[Saved entries]
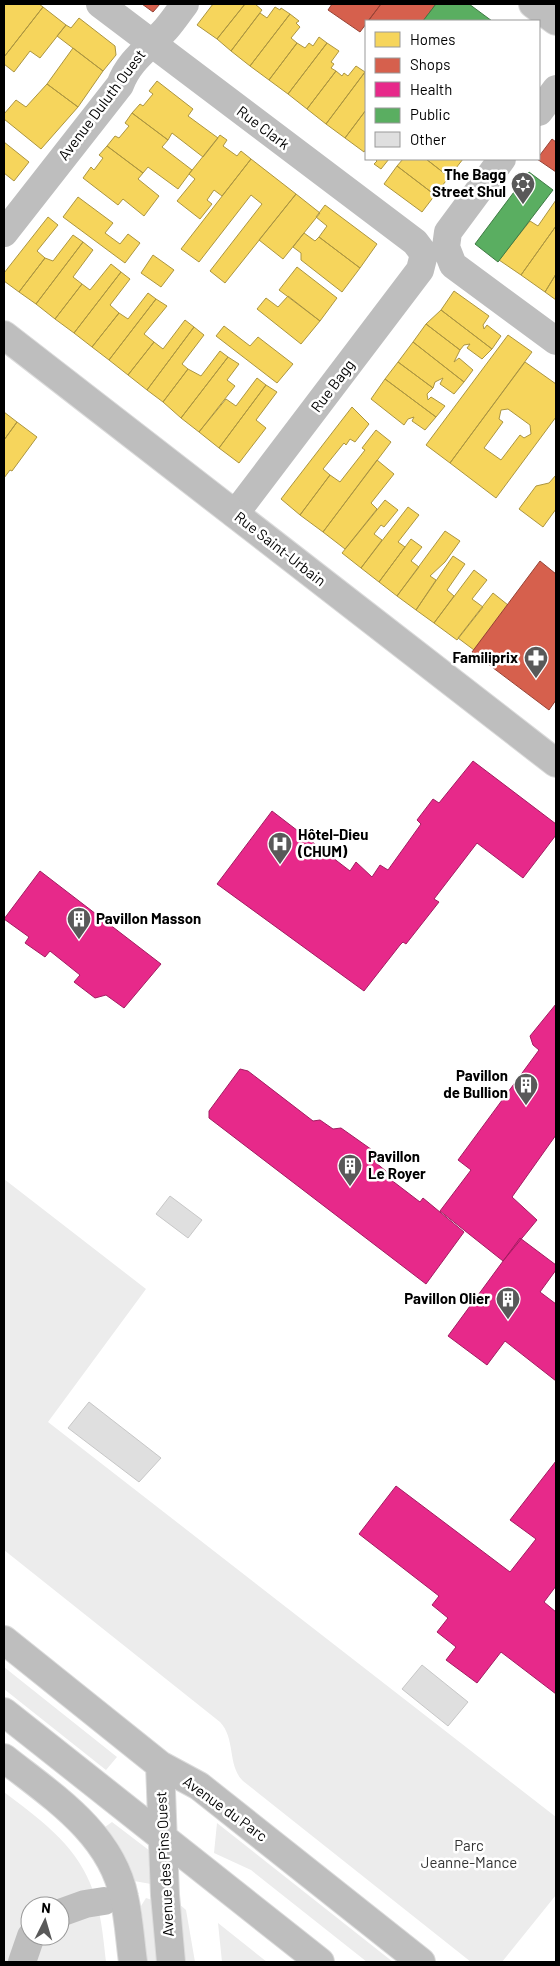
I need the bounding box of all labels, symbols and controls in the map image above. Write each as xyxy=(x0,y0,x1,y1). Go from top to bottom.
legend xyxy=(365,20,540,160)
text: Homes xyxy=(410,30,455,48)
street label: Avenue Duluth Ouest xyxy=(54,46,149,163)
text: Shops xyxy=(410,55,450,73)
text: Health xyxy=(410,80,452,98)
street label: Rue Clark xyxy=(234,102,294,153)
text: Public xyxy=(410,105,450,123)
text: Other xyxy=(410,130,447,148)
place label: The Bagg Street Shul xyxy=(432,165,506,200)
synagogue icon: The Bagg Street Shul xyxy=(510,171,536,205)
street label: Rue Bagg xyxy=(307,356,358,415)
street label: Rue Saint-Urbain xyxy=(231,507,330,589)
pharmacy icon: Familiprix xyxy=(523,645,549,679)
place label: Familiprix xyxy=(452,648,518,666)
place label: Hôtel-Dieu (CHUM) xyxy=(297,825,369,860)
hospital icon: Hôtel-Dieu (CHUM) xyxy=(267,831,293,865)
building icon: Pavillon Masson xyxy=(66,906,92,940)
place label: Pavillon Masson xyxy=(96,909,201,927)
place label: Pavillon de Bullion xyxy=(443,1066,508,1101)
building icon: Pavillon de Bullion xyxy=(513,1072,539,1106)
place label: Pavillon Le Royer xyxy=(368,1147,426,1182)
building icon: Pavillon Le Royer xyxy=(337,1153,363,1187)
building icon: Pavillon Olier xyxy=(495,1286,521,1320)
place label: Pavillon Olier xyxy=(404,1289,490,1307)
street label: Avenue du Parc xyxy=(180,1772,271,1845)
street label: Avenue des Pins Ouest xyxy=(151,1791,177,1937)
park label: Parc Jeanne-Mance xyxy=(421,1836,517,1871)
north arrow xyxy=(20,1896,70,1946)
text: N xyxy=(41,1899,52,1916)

[What you should do]
The answer should be the records above, unchanged, with the pictures omitted.

[Answer for this exercise]
I need the bounding box of all labels, symbols and controls in the map image above. Write each as xyxy=(x0,y0,x1,y1). Go from top to bottom.
legend xyxy=(365,20,540,160)
text: Homes xyxy=(410,30,455,48)
street label: Avenue Duluth Ouest xyxy=(54,46,149,163)
text: Shops xyxy=(410,55,450,73)
text: Health xyxy=(410,80,452,98)
street label: Rue Clark xyxy=(234,102,294,153)
text: Public xyxy=(410,105,450,123)
text: Other xyxy=(410,130,447,148)
place label: The Bagg Street Shul xyxy=(432,165,506,200)
synagogue icon: The Bagg Street Shul xyxy=(510,171,536,205)
street label: Rue Bagg xyxy=(307,356,358,415)
street label: Rue Saint-Urbain xyxy=(231,507,330,589)
pharmacy icon: Familiprix xyxy=(523,645,549,679)
place label: Familiprix xyxy=(452,648,518,666)
place label: Hôtel-Dieu (CHUM) xyxy=(297,825,369,860)
hospital icon: Hôtel-Dieu (CHUM) xyxy=(267,831,293,865)
building icon: Pavillon Masson xyxy=(66,906,92,940)
place label: Pavillon Masson xyxy=(96,909,201,927)
place label: Pavillon de Bullion xyxy=(443,1066,508,1101)
building icon: Pavillon de Bullion xyxy=(513,1072,539,1106)
place label: Pavillon Le Royer xyxy=(368,1147,426,1182)
building icon: Pavillon Le Royer xyxy=(337,1153,363,1187)
building icon: Pavillon Olier xyxy=(495,1286,521,1320)
place label: Pavillon Olier xyxy=(404,1289,490,1307)
street label: Avenue du Parc xyxy=(180,1772,271,1845)
street label: Avenue des Pins Ouest xyxy=(151,1791,177,1937)
park label: Parc Jeanne-Mance xyxy=(421,1836,517,1871)
north arrow xyxy=(20,1896,70,1946)
text: N xyxy=(41,1899,52,1916)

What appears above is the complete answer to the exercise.